L’AFF en collaboration avec le CFI, l’école Connectée au Futur de l’Industrie, a organisé une conférence débat sur le thème de la F-GAS 2 : « Impacts de la F-GAS 2 et solutions alternatives ».
Cet événement, qui a eu lieu au CFI sur la campus d’Orly, a réuni une centaine de personnes, des intervenants, des professionnels, des apprentis de l’école, des formateurs et quelques membres de l’AFF.

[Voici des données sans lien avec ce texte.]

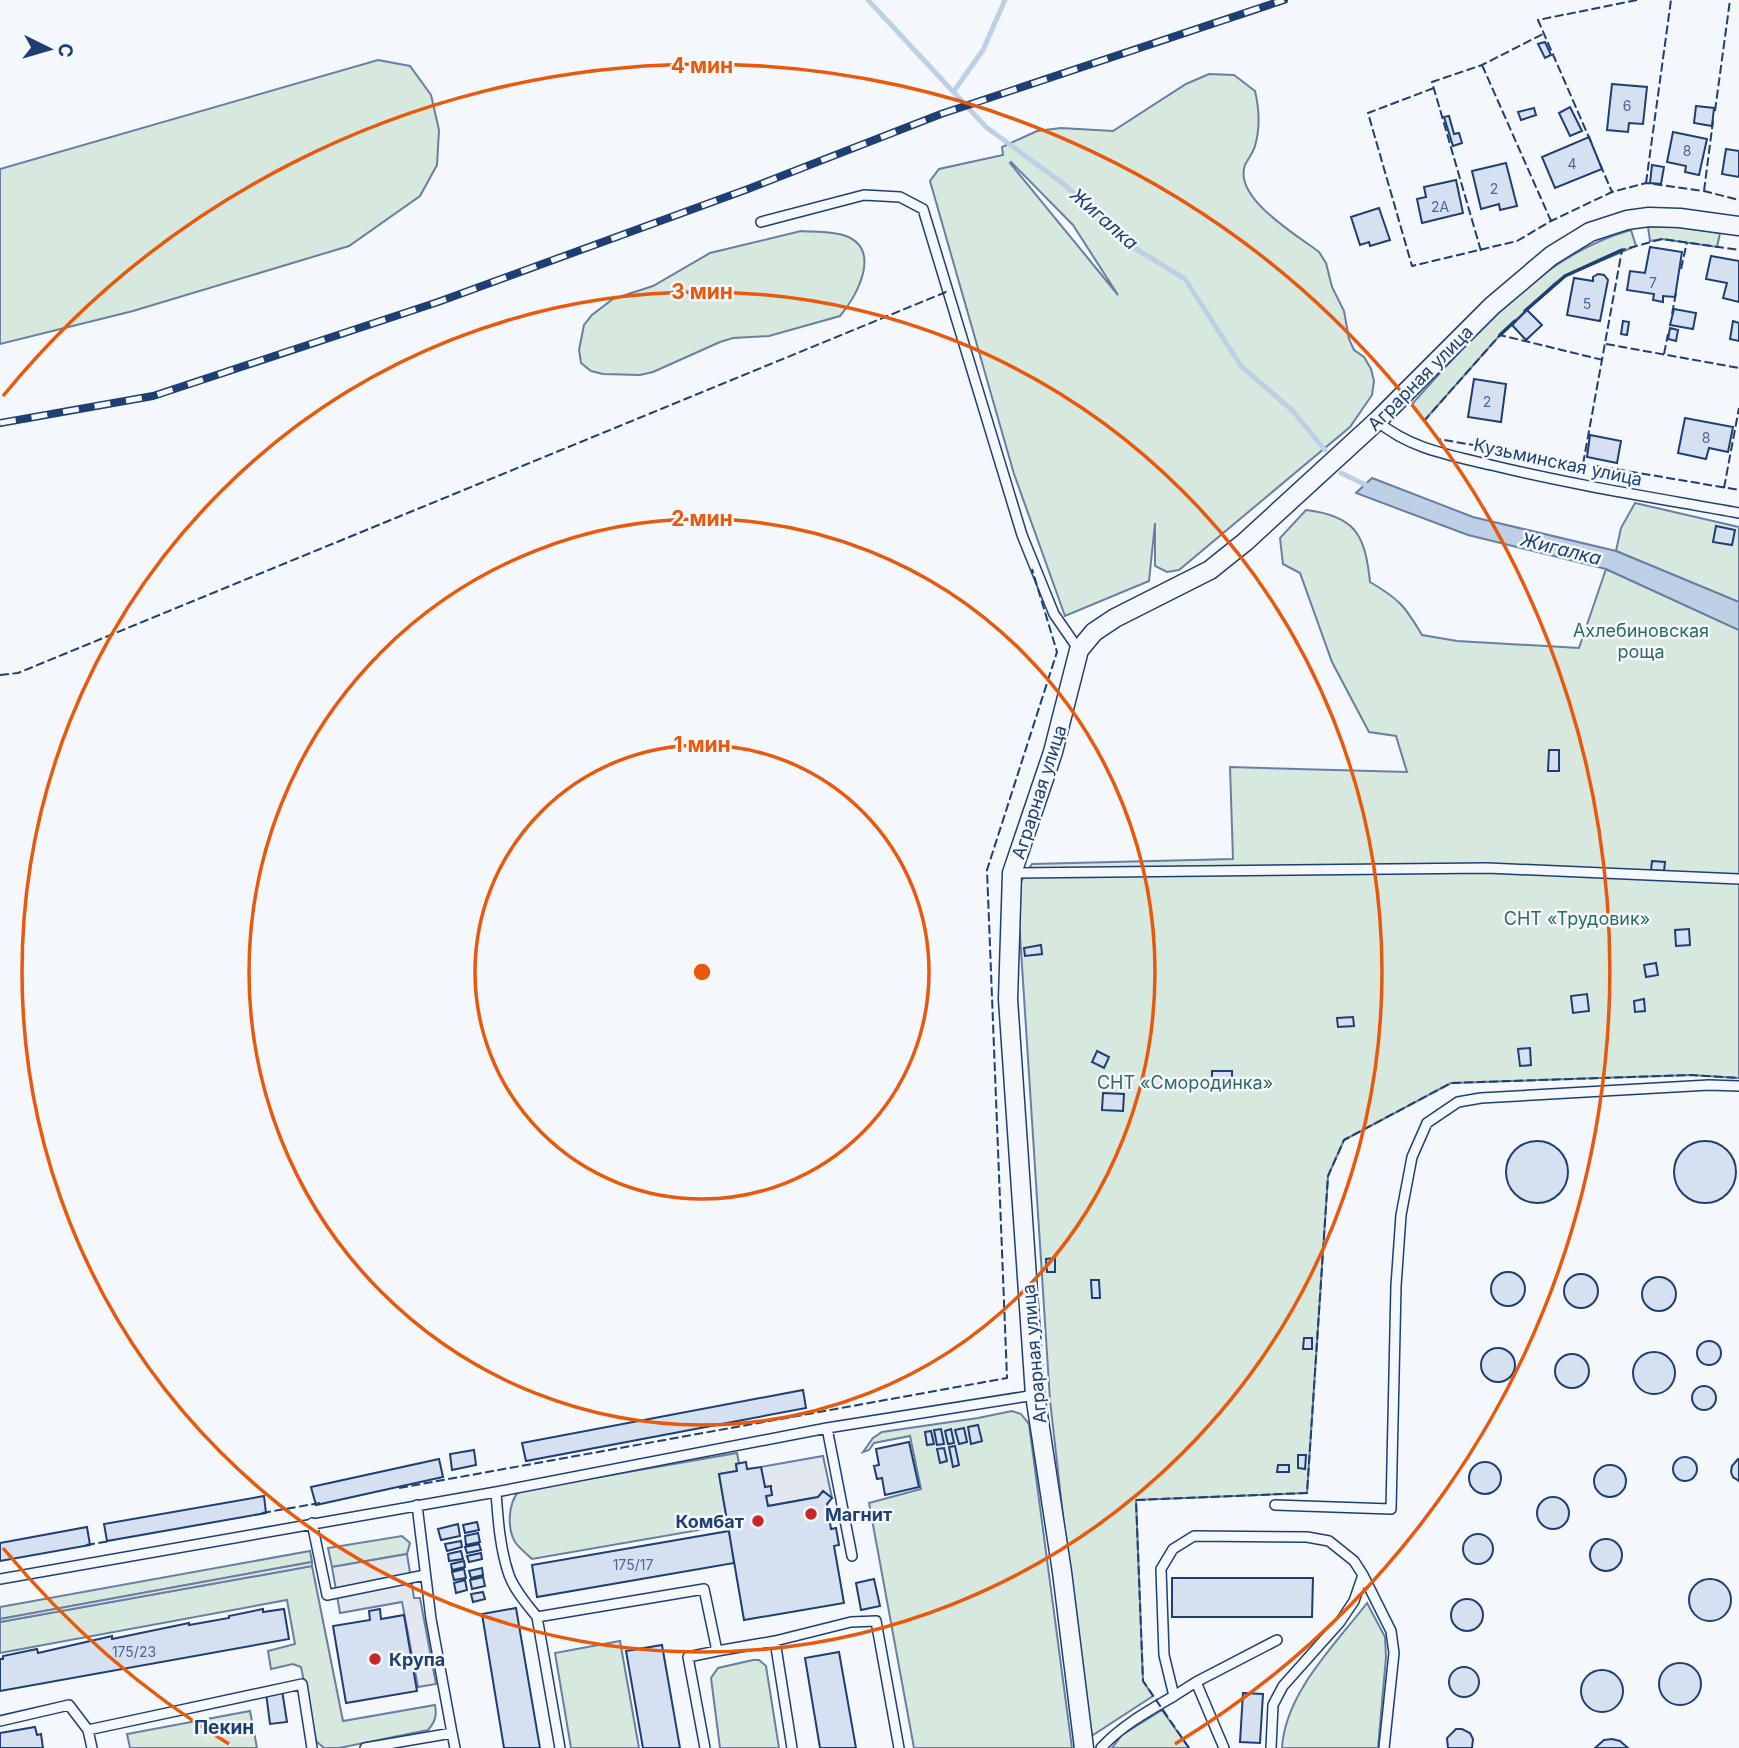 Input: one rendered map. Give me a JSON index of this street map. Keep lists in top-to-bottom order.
{
  "streets": {
    "street": ["Аграрная улица"],
    "lane": ["Кузьминская улица"]
  },
  "crossings": [
    ["Аграрная улица", "Кузьминская улица"]
  ],
  "districts": ["Пекин"],
  "water": ["Жигалка"],
  "parks": ["Ахлебиновская роща", "СНТ «Трудовик»", "СНТ «Смородинка»"],
  "places": ["Магнит", "Комбат", "Крупа"],
  "house_numbers": [
    "6",
    "8",
    "4",
    "2",
    "2А",
    "7",
    "5",
    "2",
    "8",
    "175/17",
    "175/23"
  ],
  "north": "right",
  "rings": [
    "4 мин",
    "3 мин",
    "2 мин",
    "1 мин"
  ]
}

Un grand merci à Philippe Cardon, enseignant formateur au sein du CFI pour l’écriture de cet article

En introduction, Monsieur Godement, directeur-adjoint du CFI, a rappelé l’appartenance de cette école au réseau des écoles de la Chambre de Commerce et d’industrie de Paris Ile-de-France. Le CFI est basé sur 2 campus l’un à Orly (94), l’autre à Montigny-le-Bretonneux (78). Le campus d’Orly forme dans deux domaines, celui de l’automobile et celui de la réfrigération.

Monsieur Cardon en tant que président de l’AFF de l’Ile-de-France a rappelé le rôle de l’AFF et des différentes missions effectuées par les comités régionaux et les commissions techniques, il a insisté sur le rôle de la Revue Générale du Froid en tant  que media scientifique et technique au service de l’industrie du froid. Puis dans sa fonction de formateur de la section de licence DEFI, il a présenté ses apprentis et les thématiques de la journée.

Les apprentis de licence DEFI suivent leur cursus en apprentissage. Ils sont au nombre de 29 pour cette première année. Ils travaillent dans des entreprises de conception, de réalisation ou de maintenance dans le domaine climatique. Certains d’entre eux assurent déjà du suivi de chantier ou sont responsables de projet, on les trouve dans les secteurs militaire, ferroviaire, de la très basse température, du conditionnement d’air, de l’agro-alimentaire, de la production d’énergie ou du froid industriel.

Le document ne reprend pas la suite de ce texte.